Les actifs risqués ont reculé au cours des dernières semaines, alors que la probabilité d'un scénario catastrophe a augmenté.
Nous avons souligné à plusieurs reprises que l'un des principaux risques pour 2024 est l'instabilité géopolitique qui alimente les prix du pétrole et, par extension, les attentes en matière d'inflation et de taux, en particulier aux États-Unis. Dans ce scénario, malgré leur volonté de baisser les taux, les banques centrales seraient acculées par de nouvelles pressions sur les prix et n'auraient d'autre choix que de lutter à tout prix contre l'inflation, ce qui exposerait l'économie mondiale à un risque de récession grave. La probabilité accrue de ce scénario a entraîné une baisse de 5 à 6 % des actions américaines depuis le début du mois, les taux en USD ayant remonté de 30 à 40 points de base, selon la maturité. Les actions européennes ont surperformé, principalement grâce aux bonnes performances du Royaume-Uni, sur lequel nous sommes devenus positifs récemment. Dans le même temps, les petites capitalisations ont sous-performé tant en Europe qu'aux États-Unis en raison de leur sensibilité aux taux. Les actifs de couvertures contre l'inflation, telles que les matières premières, ont surperformé, alors que les actions et les obligations ont baissé.
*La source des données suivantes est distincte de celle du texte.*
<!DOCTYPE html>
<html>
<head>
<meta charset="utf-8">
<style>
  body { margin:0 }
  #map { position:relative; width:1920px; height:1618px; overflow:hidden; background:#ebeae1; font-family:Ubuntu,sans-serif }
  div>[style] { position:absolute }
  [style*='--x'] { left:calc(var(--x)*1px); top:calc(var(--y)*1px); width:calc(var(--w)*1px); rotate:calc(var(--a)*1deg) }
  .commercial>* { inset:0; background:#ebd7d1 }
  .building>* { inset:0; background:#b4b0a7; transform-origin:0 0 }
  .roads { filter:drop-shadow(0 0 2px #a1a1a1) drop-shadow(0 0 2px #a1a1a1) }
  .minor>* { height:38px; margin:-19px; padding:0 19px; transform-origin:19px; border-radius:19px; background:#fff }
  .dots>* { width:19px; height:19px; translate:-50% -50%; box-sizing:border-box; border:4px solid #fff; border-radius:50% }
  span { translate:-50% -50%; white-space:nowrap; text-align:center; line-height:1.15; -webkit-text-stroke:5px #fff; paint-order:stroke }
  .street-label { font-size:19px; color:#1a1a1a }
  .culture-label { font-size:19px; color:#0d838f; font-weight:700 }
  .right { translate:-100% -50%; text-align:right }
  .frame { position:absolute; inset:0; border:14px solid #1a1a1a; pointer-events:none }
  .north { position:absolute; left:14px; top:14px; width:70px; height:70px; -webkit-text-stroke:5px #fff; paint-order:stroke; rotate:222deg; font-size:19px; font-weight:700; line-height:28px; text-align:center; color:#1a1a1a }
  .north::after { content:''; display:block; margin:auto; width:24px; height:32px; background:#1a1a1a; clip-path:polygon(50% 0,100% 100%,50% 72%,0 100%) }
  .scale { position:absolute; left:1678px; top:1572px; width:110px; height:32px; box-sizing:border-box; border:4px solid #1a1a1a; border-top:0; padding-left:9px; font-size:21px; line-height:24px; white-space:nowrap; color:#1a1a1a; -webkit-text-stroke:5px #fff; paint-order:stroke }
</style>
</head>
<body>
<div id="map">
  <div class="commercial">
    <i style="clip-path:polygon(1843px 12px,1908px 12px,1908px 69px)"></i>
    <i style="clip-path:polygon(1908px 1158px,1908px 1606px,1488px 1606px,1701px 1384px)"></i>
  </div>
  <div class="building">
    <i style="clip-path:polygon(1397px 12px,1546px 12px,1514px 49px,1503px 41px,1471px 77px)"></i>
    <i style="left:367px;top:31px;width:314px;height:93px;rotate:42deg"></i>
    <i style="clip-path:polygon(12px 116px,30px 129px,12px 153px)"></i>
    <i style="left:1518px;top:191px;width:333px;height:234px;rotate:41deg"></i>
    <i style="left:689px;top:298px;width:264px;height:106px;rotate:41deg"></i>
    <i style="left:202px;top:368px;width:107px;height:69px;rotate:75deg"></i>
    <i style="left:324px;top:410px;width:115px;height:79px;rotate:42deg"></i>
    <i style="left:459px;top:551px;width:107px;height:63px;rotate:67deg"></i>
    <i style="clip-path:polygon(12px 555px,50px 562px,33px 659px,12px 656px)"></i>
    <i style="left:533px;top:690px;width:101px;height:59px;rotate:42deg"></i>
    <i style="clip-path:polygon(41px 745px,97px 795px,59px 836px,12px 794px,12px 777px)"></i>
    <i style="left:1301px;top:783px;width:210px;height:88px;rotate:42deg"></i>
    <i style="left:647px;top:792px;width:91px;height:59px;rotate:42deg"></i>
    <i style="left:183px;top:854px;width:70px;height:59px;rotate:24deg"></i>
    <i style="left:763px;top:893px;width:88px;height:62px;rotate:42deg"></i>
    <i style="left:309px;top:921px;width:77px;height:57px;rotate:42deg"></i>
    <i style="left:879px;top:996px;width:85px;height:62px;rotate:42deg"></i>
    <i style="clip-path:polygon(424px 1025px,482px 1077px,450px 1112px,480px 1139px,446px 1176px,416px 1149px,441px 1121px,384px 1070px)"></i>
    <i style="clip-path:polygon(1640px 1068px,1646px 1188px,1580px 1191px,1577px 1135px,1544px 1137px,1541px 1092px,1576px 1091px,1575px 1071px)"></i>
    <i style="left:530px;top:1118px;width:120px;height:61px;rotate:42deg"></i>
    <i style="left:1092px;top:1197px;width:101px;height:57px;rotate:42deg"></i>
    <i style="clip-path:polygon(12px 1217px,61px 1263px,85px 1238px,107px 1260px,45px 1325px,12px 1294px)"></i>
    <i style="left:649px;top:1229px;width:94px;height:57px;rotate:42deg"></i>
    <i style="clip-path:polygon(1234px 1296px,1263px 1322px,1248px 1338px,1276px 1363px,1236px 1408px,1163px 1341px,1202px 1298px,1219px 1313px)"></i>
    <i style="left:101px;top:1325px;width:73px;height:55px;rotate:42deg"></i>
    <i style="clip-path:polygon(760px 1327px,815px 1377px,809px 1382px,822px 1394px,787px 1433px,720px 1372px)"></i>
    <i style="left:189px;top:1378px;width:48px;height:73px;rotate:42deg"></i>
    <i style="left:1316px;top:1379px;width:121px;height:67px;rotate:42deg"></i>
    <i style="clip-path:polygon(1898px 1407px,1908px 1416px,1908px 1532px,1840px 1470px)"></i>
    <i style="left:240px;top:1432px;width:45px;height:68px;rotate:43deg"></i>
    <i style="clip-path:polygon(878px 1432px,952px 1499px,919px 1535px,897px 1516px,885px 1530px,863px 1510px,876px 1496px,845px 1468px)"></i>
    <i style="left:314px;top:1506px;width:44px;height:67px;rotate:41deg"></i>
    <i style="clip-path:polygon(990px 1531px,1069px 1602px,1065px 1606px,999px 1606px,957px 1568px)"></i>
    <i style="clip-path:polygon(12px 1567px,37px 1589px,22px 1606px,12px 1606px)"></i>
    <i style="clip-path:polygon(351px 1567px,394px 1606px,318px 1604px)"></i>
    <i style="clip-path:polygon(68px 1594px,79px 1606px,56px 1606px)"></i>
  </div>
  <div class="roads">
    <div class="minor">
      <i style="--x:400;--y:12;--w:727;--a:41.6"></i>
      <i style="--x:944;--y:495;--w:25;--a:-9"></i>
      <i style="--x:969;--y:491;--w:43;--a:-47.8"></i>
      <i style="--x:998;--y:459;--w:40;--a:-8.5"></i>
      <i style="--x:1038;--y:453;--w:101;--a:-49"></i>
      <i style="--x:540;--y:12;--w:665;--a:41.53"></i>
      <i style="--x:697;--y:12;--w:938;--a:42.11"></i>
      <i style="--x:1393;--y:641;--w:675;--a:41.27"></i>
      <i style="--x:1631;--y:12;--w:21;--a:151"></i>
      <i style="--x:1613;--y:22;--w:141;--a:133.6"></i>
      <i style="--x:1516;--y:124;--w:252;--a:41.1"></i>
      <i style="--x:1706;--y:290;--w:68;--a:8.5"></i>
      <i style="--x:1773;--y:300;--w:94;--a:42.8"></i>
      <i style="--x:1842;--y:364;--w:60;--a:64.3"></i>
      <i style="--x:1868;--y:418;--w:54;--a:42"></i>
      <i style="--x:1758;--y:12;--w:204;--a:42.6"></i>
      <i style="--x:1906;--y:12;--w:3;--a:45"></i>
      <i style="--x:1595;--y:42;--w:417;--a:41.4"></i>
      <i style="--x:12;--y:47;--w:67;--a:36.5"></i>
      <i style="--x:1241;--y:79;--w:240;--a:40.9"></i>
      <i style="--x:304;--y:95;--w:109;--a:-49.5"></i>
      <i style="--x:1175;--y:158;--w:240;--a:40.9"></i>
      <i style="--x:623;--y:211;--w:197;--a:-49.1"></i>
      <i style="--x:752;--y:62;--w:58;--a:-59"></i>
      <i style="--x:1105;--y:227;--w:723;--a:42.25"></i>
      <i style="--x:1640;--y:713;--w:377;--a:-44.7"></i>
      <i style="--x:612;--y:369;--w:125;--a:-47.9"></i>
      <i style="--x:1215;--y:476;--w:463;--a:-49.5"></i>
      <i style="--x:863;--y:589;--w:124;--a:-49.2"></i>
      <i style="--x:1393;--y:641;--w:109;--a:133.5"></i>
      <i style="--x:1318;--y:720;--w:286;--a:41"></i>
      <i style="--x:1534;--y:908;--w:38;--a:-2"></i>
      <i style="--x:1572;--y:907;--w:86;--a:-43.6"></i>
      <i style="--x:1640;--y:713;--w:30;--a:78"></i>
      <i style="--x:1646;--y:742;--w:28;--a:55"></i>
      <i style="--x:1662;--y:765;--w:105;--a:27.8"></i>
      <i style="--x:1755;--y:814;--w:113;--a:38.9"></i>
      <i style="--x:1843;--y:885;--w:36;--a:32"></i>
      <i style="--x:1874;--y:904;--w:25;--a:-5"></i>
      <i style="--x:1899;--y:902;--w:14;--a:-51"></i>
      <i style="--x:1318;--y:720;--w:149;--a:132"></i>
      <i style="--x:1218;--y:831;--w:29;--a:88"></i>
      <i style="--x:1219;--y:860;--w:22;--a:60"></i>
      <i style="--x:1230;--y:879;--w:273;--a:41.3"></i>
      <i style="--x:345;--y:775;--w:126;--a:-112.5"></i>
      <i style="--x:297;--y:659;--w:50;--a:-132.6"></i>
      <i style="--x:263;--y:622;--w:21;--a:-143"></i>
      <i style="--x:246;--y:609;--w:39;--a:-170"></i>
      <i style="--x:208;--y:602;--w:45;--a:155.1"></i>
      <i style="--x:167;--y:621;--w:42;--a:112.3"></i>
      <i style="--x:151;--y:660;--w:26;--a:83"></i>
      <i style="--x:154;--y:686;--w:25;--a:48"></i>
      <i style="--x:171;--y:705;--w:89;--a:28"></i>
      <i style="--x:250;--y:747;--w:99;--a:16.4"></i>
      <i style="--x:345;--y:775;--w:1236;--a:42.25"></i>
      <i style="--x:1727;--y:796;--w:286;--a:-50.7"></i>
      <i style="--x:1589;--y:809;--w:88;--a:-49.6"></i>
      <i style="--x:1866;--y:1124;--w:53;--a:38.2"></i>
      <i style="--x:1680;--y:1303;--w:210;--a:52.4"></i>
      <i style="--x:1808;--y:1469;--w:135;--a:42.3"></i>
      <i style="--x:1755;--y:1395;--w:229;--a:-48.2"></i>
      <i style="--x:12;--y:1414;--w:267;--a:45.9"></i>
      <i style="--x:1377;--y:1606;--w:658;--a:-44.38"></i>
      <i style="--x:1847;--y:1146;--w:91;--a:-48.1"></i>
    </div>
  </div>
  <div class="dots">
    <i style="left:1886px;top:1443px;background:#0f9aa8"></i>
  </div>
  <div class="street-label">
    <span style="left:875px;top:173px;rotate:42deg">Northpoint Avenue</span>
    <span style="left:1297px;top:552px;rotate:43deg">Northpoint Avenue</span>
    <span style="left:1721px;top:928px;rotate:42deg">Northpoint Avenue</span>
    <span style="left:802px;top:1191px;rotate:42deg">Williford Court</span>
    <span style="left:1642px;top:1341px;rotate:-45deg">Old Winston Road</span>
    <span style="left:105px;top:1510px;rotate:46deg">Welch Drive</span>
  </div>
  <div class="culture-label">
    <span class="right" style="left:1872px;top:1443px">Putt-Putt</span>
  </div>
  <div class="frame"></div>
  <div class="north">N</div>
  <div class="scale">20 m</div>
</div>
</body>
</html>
Nous pensons que les tensions géopolitiques ont atteint leur paroxysme, du moins à court terme. Aucune des parties concernées (États-Unis, Israël, Iran) n'a intérêt à une escalade qui provoquerait une flambée des prix du pétrole et une récession mondiale. Même la Russie n'a pas intérêt à porter un coup majeur à l'économie mondiale, car elle dépend plus que jamais des prix du pétrole pour financer son économie de guerre. Les prix de l'énergie se retourneraient probablement de façon spectaculaire si les banques centrales étaient contraintes de relever leurs taux directeurs, ce qui augmenterait la probabilité d'une récession.
La situation macroéconomique reste positive, l'économie mondiale demeurant résiliente. Une certaine inflation causée par une forte demande est en fait favorable à la croissance des bénéfices des entreprises. La saison des résultats, qui a débuté il y a quelques jours, continue de réserver des surprises positives par rapport aux attentes des analystes, tant en Europe qu'aux États-Unis. Après le récent repli de marché, et en supposant que les risques géopolitiques restent maîtrisés, nous pensons que les marchés d'actions vont bientôt revenir à leurs sommets de fin mars. Dans notre portefeuille modèle, nous avons tactiquement augmenté l'exposition au Nasdaq.
Les perspectives à moyen terme pour les actifs risqués est mitigé. Les valorisations restent élevées, en particulier aux États-Unis, et la capacité des consommateurs américains à continuer de dépenser au rythme actuel et à soutenir la croissance économique semble désormais plus limitée. Les estimations de la Réserve fédérale concernant les excès d'épargne accumulés pendant la pandémie indiquent qu'ils ont désormais été dépensés. Cela implique des vents contraires pour les ménages pour continuer à consommer à un rythme plus élevé que la croissance de leurs revenus. Mais cela n'implique pas non plus un effondrement soudain des dépenses de consommation.
Notre allocation stratégique reste équilibrée. Les sources de diversification par rapport aux actions sont rares, car les obligations restent sous pression et le prix des matières premières élevés. L'attrait des rendements obligataires élevés ne s'est pas traduit, depuis le début de l'année, par des performances positives pour le prix des obligations. À moyen terme, nous maintenons l'exposition à l'or et aux marchés émergents, tant pour les actions que pour les obligations, à surpondérer. Enfin, nous restons positifs sur le dollar par rapport à l'euro et plus généralement par rapport aux monnaies européennes, bien qu'à court terme, l'appétit pour le risque plus élevé pourrait soutenir l'EURUSD.
Semaine à venir : la saison des résultats va passer à la vitesse supérieure, tant en Europe qu'aux États-Unis. Meta (Facebook), Alphabet (Google), Microsoft et Intel publieront leurs résultats dans les prochains jours. Amazon et Apple publieront leurs résultats la semaine prochaine. Sur le front de la macroéconomie, l'indice des prix PCE en fin de semaine, la mesure de l'inflation privilégiée par la Fed, sera important à surveiller.